--- AIM OF THE EXERCISE ---
State, as a number alone, how many lines of the data contain the string "this".

--- DATA RECORDS ---
┌──

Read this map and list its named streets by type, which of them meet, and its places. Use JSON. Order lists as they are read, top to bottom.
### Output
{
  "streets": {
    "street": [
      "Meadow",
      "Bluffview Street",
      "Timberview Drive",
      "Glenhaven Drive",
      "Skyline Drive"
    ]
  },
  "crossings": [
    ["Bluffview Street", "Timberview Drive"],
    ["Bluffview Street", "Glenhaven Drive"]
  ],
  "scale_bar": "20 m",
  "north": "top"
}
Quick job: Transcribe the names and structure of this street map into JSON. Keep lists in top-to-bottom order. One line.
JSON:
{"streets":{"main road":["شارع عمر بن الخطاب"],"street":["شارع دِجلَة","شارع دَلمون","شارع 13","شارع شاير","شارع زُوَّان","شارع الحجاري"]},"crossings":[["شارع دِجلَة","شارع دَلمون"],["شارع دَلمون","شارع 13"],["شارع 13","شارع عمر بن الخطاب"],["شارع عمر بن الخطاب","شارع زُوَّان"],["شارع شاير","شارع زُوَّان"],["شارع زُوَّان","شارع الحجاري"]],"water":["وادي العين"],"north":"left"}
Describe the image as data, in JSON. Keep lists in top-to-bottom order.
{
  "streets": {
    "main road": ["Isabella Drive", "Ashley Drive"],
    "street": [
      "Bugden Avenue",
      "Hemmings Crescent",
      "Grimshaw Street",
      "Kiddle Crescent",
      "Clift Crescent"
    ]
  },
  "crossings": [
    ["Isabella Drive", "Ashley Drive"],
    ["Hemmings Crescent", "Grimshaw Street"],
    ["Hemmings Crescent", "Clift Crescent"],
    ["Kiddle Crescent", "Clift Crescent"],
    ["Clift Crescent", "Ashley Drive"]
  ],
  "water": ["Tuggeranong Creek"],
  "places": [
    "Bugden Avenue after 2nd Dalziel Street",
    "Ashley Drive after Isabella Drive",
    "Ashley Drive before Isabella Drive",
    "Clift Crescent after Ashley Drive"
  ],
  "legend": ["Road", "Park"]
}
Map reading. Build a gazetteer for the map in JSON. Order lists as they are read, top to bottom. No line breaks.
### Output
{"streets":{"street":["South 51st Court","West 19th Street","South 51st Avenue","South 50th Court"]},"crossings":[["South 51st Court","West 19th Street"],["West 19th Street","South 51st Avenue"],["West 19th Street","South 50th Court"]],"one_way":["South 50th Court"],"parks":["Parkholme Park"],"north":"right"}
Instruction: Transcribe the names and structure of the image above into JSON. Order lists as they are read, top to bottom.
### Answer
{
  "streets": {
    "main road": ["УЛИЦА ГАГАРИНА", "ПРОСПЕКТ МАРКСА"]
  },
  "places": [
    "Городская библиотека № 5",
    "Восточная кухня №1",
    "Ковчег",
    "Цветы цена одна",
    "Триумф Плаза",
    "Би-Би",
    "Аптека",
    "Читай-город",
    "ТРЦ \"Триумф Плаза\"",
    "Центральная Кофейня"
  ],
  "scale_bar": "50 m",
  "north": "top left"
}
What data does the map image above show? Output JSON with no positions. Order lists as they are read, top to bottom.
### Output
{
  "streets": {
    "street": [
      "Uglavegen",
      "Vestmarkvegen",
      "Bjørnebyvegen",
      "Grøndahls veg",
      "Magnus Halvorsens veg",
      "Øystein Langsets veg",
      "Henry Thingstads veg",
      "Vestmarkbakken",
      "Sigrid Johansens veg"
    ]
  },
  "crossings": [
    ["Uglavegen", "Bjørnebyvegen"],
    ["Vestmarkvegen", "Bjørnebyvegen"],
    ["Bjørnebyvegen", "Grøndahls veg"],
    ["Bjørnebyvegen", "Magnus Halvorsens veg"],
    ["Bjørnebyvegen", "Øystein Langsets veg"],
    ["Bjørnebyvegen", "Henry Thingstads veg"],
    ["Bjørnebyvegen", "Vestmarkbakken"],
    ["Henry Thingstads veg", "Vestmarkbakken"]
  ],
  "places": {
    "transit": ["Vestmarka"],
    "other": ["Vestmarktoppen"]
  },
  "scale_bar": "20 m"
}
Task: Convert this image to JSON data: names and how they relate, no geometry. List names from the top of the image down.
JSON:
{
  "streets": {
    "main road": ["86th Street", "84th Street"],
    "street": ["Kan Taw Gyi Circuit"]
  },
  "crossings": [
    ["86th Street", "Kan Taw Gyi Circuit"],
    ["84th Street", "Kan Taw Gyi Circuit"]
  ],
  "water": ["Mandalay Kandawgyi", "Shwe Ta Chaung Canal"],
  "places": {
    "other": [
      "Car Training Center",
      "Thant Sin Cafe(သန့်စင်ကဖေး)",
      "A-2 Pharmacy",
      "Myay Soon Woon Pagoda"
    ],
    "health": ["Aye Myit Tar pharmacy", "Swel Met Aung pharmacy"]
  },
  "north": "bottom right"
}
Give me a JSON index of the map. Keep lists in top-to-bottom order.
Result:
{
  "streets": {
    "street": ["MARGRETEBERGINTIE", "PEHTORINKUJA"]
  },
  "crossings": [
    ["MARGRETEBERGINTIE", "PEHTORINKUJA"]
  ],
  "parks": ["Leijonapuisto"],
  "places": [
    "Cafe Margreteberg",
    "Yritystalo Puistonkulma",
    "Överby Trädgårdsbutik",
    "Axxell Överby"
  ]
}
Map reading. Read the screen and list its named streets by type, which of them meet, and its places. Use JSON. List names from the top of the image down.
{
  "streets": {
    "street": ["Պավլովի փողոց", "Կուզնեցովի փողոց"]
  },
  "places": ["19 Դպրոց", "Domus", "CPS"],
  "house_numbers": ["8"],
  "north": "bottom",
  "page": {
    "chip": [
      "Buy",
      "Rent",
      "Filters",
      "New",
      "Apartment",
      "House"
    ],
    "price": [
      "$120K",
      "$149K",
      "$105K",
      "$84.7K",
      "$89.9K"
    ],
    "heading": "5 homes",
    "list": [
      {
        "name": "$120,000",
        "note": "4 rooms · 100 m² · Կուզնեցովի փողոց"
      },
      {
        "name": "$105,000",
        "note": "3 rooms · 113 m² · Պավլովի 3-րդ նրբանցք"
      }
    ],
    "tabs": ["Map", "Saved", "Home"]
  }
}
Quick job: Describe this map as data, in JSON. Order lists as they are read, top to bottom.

└──

--- ANSWER AREA ---
4